**ABOUT THIS TASK:**
Copy exactly, please, each line of the data below until the line that contains "const toPath = rows" has been copied, beginning at the top.

**Stored data entries:**
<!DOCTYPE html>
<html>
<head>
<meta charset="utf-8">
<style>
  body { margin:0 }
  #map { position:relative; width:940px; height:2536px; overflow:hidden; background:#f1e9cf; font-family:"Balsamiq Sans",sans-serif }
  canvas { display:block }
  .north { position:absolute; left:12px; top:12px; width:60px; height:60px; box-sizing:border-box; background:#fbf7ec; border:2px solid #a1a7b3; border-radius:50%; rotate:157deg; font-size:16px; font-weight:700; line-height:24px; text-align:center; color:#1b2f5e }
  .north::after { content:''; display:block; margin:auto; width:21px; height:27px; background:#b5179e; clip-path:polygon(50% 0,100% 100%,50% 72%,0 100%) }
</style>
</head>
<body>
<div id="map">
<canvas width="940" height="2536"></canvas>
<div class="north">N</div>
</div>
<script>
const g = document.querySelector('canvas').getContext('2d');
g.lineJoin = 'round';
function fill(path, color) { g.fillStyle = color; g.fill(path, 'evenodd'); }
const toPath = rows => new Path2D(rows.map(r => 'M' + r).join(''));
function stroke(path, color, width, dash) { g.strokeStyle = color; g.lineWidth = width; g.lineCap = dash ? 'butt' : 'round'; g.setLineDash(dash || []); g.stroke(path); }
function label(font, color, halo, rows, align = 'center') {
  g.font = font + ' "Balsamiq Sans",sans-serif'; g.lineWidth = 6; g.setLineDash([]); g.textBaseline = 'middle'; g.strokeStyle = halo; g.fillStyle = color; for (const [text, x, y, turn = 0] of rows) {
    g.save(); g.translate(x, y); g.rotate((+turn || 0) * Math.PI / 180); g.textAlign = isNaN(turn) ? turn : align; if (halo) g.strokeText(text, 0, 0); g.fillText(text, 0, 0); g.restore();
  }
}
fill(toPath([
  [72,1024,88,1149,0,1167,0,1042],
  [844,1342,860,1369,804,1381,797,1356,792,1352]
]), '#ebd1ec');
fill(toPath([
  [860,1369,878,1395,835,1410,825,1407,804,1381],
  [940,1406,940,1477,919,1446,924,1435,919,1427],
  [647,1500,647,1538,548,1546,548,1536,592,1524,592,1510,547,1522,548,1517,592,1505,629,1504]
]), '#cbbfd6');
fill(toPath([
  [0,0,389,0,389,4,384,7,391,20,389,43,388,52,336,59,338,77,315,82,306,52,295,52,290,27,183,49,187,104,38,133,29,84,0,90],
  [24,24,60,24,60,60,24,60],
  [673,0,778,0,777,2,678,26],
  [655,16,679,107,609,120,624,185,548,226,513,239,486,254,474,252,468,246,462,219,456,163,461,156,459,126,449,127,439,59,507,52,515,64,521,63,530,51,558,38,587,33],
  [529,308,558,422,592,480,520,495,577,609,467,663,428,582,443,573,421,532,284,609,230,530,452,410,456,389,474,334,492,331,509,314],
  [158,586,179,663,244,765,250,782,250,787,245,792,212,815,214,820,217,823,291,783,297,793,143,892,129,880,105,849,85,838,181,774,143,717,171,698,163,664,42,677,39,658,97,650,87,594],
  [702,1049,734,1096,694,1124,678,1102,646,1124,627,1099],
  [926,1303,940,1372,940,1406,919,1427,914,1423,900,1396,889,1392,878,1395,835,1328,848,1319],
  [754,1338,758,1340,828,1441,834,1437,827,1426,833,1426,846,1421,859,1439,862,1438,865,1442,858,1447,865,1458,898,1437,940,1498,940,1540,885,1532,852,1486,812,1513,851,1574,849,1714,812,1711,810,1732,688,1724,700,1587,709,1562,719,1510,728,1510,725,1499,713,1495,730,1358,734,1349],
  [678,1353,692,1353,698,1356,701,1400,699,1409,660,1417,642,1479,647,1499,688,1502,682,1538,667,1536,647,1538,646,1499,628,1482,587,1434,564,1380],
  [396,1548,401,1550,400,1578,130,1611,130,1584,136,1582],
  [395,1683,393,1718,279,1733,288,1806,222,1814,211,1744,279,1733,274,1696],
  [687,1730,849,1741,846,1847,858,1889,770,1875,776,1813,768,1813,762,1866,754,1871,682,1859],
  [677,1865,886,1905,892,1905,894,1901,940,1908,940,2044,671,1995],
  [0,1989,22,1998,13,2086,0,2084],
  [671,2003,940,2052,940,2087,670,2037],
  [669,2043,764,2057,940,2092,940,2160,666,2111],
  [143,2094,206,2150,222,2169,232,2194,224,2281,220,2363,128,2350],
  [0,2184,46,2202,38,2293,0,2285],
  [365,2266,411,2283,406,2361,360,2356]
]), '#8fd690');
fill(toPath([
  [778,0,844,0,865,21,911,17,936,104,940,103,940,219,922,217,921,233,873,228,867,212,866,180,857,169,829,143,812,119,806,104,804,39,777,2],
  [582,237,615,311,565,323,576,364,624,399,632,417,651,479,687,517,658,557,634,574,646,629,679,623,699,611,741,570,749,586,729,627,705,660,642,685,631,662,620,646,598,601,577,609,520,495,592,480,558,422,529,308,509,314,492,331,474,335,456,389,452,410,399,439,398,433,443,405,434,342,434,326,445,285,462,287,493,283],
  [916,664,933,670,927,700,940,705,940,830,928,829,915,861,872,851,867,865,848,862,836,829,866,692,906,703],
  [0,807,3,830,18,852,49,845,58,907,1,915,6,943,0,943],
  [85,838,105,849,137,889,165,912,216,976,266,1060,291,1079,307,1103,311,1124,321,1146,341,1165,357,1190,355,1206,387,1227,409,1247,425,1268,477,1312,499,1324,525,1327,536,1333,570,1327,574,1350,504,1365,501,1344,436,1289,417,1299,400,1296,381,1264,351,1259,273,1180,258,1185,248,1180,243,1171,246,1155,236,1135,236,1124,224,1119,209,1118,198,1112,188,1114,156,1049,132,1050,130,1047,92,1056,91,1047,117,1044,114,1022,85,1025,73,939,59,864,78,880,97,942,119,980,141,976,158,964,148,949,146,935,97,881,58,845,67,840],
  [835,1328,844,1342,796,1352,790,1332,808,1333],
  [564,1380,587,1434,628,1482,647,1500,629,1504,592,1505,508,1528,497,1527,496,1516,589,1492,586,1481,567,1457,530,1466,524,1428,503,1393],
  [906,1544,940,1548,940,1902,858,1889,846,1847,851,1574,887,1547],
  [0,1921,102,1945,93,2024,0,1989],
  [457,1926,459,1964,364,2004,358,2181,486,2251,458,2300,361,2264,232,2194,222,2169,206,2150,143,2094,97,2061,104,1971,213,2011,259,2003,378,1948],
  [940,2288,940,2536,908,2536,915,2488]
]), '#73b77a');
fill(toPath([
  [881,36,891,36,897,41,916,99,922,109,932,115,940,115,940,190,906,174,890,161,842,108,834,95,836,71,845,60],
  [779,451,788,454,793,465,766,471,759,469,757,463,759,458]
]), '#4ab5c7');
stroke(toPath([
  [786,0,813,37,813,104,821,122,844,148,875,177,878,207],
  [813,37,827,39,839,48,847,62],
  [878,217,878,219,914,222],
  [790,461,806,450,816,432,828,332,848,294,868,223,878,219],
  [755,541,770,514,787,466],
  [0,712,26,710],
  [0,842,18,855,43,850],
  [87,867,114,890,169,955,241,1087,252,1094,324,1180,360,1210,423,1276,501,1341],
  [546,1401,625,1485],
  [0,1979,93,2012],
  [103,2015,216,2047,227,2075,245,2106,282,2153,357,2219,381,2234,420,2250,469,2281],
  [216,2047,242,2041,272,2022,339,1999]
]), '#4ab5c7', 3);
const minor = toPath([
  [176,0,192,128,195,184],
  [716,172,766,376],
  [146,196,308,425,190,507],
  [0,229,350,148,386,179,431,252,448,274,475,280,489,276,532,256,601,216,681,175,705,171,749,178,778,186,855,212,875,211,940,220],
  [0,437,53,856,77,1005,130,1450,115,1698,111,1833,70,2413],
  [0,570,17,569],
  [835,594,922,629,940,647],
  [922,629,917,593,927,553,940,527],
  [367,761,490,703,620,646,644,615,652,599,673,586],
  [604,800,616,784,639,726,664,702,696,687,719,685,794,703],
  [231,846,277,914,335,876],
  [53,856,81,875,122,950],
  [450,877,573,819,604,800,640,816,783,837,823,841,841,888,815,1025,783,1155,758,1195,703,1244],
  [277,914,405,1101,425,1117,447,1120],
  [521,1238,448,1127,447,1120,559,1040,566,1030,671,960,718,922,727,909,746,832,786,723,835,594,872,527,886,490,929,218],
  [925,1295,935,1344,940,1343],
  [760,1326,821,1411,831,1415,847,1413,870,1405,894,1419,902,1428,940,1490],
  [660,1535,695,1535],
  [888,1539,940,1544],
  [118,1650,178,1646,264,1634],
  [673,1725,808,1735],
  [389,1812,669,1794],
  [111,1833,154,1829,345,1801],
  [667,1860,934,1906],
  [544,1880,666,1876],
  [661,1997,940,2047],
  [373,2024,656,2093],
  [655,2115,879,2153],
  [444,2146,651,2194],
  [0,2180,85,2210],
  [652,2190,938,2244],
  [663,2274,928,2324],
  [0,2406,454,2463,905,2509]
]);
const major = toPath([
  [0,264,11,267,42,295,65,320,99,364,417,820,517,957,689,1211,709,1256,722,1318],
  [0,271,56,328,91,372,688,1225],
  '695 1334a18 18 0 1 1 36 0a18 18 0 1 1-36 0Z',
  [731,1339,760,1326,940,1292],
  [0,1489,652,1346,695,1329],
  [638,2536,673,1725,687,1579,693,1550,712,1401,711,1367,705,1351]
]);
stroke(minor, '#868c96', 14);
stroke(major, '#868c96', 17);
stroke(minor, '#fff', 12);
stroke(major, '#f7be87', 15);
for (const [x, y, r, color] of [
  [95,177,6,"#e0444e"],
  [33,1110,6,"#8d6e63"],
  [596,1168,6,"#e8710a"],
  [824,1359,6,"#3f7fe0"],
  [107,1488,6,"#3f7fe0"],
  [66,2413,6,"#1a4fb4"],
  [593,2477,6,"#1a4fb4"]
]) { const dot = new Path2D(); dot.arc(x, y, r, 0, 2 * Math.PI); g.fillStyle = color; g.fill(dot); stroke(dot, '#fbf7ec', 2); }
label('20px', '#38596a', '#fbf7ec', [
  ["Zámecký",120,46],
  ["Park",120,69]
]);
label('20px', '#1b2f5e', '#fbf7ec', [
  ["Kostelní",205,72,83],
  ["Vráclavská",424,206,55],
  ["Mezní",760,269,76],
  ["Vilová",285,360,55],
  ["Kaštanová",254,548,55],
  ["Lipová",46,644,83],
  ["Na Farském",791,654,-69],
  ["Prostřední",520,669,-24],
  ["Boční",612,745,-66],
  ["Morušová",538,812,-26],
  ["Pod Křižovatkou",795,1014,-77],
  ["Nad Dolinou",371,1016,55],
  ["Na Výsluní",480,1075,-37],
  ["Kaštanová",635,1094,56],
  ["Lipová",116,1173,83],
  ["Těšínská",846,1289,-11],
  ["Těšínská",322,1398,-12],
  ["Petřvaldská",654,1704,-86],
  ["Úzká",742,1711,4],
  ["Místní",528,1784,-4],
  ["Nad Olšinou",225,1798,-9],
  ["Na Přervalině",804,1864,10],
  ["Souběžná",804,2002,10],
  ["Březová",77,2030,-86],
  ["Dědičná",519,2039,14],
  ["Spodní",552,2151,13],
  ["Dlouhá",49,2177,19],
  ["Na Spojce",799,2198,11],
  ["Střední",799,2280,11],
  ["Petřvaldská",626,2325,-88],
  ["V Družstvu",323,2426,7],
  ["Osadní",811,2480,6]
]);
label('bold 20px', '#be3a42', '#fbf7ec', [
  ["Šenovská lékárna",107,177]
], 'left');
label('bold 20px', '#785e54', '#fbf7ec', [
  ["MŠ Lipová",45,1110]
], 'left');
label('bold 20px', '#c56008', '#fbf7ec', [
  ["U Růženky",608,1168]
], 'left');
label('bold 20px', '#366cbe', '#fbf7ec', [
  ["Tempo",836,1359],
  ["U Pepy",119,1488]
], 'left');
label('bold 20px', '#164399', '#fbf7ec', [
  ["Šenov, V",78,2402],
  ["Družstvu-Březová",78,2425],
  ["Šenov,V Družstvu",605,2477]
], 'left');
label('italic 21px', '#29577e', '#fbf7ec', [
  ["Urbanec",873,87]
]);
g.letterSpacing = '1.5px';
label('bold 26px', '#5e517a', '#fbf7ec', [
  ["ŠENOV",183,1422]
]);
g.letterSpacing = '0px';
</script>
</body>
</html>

**SOLUTION FOR THIS EXERCISE:**
<!DOCTYPE html>
<html>
<head>
<meta charset="utf-8">
<style>
  body { margin:0 }
  #map { position:relative; width:940px; height:2536px; overflow:hidden; background:#f1e9cf; font-family:"Balsamiq Sans",sans-serif }
  canvas { display:block }
  .north { position:absolute; left:12px; top:12px; width:60px; height:60px; box-sizing:border-box; background:#fbf7ec; border:2px solid #a1a7b3; border-radius:50%; rotate:157deg; font-size:16px; font-weight:700; line-height:24px; text-align:center; color:#1b2f5e }
  .north::after { content:''; display:block; margin:auto; width:21px; height:27px; background:#b5179e; clip-path:polygon(50% 0,100% 100%,50% 72%,0 100%) }
</style>
</head>
<body>
<div id="map">
<canvas width="940" height="2536"></canvas>
<div class="north">N</div>
</div>
<script>
const g = document.querySelector('canvas').getContext('2d');
g.lineJoin = 'round';
function fill(path, color) { g.fillStyle = color; g.fill(path, 'evenodd'); }
const toPath = rows => new Path2D(rows.map(r => 'M' + r).join(''));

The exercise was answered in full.